证明$Fib(n)$是最接近$\frac {\phi ^n} {\sqrt {5}}$的整数,其中$\phi = \frac {1+\sqrt {5}} {2}$。 提示:采用归纳法和斐波那契数定义,证明$Fib(n) = \frac {(\phi ^n - \gamma ^n)} {\sqrt {5}}$。

解答

假设, $$ Fib(n) = \frac {(\phi ^n - \gamma ^n)} {\sqrt {5}}, \text {其中$\gamma = \frac {1-\sqrt {5}} {2}$} $$

则 $$ \begin{align} Fib(n+1) & = \frac {(\phi ^{n+1} - \gamma ^{n+1})} {\sqrt {5}} \\ & = \frac {\phi ^n \cdot \cfrac {1+\sqrt {5}} {2} - \gamma ^n \cdot \cfrac {1-\sqrt {5}} {2}} {\sqrt {5}} \\ & = \frac {1} {2} \cdot \cfrac {\phi ^n - \gamma ^n} {\sqrt {5}} + \cfrac {\phi ^n + \gamma ^n} {2} \\ & = \frac {1} {2} Fib(n) + \frac {\phi ^n + \gamma ^n} {2} \end{align} $$

$$ \begin{align} Fib(n+2) & = \frac {(\phi ^{n+2} - \gamma ^{n+2})} {\sqrt {5}} \\ & = \frac {\phi ^n \cdot (\cfrac {1+\sqrt {5}} {2})^2 - \gamma ^n \cdot (\cfrac {1-\sqrt {5}} {2})^2} {\sqrt {5}} \\ & = \frac {3} {2} \cdot \cfrac {\phi ^n - \gamma ^n} {\sqrt {5}} + \cfrac {\phi ^n + \gamma ^n} {2} \\ & = \frac {3} {2} Fib(n) + \frac {\phi ^n + \gamma ^n} {2} \end{align} $$

$\therefore Fib(n+2) = Fib(n+1) + Fib(n)$

又$\because Fib(0) = 0, Fib(1) = 1$,可以得出$Fib(n) = \frac {(\phi ^n - \gamma ^n)} {\sqrt {5}}$成立。
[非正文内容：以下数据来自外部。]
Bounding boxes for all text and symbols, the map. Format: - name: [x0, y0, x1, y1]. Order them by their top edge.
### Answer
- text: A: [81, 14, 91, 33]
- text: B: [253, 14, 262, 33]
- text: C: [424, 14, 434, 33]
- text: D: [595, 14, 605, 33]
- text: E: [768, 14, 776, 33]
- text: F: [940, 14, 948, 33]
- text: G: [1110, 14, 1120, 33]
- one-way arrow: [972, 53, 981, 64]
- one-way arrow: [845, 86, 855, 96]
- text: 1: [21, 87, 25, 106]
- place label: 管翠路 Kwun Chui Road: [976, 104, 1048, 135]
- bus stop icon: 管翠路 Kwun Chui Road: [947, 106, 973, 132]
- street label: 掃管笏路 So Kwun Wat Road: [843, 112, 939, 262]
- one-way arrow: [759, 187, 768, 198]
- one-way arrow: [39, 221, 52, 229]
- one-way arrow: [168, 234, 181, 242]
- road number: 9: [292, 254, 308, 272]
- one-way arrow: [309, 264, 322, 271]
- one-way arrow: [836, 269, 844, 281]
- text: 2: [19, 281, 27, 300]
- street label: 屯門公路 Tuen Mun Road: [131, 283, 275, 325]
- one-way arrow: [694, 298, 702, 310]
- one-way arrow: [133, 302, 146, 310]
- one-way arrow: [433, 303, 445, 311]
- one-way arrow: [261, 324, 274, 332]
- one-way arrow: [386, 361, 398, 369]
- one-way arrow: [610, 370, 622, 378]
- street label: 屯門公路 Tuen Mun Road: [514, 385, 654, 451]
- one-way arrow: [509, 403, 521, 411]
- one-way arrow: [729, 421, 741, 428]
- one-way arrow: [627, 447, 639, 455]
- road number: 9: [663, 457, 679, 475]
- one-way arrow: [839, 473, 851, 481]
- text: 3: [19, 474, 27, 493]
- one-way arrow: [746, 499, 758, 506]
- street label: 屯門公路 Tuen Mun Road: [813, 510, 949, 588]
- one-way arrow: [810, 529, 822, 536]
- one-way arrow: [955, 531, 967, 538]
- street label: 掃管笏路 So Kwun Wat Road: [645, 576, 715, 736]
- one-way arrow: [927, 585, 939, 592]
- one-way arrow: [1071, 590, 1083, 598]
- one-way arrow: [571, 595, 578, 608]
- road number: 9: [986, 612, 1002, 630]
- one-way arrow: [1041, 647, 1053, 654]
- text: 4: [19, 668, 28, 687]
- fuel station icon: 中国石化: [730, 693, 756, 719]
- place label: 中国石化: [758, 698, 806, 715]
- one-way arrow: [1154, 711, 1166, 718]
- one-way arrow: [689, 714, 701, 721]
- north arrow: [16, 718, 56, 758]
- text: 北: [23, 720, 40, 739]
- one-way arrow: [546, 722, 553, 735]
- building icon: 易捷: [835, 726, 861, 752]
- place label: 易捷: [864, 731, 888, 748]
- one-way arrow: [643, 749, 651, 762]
于是,$Fib(n) = \frac {\phi ^n} {\sqrt {5}} - \frac {\gamma ^n} {\sqrt {5}}$。

$\because \frac {1} {\sqrt {5}} < \frac {1} {2}$

$|\gamma | = |\frac {1 - \sqrt {5}} {2}| < 1$

$\therefore |Fib(n) - \frac {\phi ^n} {\sqrt {5}}| < \frac {1} {2}$

从而命题得证:$Fib(n)$是最接近$\frac {\phi ^n} {\sqrt {5}}$的整数。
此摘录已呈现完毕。